[Stored items]
•••

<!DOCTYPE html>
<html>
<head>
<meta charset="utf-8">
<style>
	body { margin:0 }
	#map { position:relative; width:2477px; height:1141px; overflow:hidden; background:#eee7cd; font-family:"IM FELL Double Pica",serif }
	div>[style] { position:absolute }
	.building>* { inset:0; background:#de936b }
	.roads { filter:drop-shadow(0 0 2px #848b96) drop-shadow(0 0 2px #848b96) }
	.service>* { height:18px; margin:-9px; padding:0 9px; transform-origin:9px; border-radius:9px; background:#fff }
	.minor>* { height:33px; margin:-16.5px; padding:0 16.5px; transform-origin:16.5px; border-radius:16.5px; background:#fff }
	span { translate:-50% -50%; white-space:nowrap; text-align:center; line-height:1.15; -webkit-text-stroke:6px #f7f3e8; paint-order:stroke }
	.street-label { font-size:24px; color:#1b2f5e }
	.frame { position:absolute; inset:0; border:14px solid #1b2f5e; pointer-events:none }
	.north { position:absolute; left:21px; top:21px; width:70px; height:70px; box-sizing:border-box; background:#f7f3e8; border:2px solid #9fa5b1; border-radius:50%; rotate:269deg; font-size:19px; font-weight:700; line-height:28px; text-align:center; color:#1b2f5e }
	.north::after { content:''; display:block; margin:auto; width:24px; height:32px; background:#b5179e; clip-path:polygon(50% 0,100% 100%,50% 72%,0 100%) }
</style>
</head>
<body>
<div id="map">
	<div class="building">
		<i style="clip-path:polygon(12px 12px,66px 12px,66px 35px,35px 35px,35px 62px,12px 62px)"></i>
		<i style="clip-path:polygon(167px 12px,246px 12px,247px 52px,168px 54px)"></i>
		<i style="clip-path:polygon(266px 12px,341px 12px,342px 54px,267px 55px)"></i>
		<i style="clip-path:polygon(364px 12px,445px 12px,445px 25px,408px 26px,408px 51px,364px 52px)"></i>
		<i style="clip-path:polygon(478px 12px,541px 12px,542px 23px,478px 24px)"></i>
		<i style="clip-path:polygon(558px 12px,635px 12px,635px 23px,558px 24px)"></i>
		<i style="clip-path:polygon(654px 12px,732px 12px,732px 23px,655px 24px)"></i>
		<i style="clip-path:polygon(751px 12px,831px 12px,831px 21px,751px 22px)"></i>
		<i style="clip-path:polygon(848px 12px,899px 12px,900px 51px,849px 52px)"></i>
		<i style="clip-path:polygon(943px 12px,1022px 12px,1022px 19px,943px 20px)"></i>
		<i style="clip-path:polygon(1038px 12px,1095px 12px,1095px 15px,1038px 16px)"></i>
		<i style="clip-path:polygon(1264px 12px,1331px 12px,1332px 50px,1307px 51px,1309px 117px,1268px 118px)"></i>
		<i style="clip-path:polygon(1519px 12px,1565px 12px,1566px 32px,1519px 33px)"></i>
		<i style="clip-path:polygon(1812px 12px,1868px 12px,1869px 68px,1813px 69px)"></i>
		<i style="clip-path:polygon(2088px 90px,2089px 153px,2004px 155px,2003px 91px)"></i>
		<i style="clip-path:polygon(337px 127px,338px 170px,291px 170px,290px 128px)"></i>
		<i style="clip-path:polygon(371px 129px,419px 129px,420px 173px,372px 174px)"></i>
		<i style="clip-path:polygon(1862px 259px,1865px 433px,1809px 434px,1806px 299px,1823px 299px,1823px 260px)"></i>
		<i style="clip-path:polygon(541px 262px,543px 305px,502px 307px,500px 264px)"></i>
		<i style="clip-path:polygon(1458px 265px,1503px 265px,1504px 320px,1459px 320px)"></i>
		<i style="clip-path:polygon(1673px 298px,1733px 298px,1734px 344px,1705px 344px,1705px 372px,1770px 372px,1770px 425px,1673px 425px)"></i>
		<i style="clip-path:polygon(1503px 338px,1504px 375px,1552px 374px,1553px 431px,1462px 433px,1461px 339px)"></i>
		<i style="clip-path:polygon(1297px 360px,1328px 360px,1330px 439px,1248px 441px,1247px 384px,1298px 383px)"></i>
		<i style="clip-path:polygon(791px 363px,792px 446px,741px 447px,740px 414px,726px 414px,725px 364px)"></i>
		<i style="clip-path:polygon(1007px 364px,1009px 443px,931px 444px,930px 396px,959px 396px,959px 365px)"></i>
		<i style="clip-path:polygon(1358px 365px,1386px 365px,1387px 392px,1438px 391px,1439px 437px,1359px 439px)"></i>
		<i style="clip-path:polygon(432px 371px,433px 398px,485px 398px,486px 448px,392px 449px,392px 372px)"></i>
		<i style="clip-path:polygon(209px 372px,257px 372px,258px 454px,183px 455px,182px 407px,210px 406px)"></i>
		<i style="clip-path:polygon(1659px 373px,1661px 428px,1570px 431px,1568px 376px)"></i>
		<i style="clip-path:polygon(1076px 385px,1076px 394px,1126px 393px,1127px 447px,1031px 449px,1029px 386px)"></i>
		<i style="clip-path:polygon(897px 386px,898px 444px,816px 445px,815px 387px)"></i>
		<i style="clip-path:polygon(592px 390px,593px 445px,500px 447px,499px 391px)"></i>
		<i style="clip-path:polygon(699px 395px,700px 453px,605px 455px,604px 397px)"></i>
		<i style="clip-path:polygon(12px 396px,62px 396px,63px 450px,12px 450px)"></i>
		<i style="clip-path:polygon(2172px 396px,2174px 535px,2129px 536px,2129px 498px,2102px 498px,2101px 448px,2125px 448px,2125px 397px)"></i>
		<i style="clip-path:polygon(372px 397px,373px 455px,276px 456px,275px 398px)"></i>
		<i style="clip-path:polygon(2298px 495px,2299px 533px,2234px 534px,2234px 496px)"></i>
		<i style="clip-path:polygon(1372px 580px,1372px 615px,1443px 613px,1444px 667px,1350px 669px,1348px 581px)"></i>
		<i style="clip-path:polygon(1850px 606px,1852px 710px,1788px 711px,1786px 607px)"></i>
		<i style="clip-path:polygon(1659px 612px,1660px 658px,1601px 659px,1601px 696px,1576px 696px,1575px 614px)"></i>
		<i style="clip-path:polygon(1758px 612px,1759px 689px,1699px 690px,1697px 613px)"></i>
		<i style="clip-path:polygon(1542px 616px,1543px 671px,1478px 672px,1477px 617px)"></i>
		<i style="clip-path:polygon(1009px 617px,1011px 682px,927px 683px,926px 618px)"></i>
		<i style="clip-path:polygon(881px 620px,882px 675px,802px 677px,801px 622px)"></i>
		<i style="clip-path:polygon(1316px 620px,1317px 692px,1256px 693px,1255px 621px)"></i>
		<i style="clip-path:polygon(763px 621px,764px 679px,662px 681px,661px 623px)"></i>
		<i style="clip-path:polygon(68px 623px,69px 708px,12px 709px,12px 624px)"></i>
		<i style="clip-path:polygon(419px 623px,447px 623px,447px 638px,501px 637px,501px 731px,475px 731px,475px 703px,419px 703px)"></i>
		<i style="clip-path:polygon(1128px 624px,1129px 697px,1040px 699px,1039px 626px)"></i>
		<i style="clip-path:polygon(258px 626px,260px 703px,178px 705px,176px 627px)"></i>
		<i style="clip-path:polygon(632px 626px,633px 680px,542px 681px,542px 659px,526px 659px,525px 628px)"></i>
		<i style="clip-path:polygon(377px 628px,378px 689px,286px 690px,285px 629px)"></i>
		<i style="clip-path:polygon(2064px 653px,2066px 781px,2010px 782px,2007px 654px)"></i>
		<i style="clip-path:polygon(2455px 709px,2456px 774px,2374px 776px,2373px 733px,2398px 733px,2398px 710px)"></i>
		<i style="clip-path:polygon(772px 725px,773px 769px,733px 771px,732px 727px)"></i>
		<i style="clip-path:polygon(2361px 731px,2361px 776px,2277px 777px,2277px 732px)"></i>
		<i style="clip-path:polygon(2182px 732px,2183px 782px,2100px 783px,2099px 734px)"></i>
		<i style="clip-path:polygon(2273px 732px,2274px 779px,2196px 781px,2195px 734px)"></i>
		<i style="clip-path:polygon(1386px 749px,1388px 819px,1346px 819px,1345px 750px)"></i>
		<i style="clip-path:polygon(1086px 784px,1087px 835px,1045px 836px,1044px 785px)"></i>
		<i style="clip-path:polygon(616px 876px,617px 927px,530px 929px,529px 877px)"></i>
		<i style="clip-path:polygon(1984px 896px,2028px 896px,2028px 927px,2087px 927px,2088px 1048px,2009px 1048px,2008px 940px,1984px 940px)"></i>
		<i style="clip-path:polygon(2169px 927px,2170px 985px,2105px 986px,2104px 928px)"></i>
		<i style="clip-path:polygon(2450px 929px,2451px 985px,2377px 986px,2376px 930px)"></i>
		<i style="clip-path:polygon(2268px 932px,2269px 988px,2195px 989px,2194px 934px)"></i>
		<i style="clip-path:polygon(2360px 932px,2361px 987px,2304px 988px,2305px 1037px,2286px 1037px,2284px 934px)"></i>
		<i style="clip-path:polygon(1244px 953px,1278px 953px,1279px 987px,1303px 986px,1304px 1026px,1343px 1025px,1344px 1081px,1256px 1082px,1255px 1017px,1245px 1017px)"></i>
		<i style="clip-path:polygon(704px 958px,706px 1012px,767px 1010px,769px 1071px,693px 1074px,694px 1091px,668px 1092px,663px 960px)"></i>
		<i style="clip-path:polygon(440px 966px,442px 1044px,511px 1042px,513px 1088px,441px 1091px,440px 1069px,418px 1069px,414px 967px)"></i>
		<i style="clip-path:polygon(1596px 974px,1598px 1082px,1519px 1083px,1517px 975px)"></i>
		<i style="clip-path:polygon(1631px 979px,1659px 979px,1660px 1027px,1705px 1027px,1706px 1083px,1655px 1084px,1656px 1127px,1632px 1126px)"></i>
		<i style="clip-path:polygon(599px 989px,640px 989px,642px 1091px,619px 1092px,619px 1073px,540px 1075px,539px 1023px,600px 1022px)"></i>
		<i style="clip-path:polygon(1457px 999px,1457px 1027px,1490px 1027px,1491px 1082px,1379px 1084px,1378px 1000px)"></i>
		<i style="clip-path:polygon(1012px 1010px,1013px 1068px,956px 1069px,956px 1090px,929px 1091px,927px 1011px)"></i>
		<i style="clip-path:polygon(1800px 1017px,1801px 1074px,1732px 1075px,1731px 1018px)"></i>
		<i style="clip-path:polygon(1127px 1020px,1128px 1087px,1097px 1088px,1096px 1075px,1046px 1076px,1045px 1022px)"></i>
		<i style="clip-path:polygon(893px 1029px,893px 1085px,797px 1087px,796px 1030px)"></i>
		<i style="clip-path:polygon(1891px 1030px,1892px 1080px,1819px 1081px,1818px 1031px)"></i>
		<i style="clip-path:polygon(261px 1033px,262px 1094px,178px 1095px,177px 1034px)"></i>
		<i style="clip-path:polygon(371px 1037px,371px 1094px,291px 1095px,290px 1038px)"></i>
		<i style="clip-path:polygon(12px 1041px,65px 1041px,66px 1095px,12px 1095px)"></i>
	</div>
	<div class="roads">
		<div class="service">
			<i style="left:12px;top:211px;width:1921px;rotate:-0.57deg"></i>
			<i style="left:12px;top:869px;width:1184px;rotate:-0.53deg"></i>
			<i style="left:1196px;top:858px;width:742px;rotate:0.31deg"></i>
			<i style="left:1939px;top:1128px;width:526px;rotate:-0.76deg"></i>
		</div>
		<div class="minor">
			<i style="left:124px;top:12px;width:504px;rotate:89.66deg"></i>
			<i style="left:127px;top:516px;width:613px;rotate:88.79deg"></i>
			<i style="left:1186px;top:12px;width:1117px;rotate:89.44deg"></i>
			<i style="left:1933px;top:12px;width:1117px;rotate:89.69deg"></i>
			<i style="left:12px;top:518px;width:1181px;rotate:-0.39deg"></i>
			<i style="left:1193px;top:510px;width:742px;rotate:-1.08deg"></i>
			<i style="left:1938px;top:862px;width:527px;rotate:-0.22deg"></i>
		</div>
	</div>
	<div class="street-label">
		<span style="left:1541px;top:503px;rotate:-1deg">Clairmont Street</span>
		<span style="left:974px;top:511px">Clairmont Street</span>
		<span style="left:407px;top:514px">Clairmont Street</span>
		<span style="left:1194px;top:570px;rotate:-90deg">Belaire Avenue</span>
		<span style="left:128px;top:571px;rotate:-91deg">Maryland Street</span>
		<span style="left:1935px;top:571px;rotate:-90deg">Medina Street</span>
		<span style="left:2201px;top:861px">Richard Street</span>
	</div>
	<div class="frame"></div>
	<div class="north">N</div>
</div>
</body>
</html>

•••

Among the lines above, find those that contain the word "service" and copy them.

	.service>* { height:18px; margin:-9px; padding:0 9px; transform-origin:9px; border-radius:9px; background:#fff }
		<div class="service">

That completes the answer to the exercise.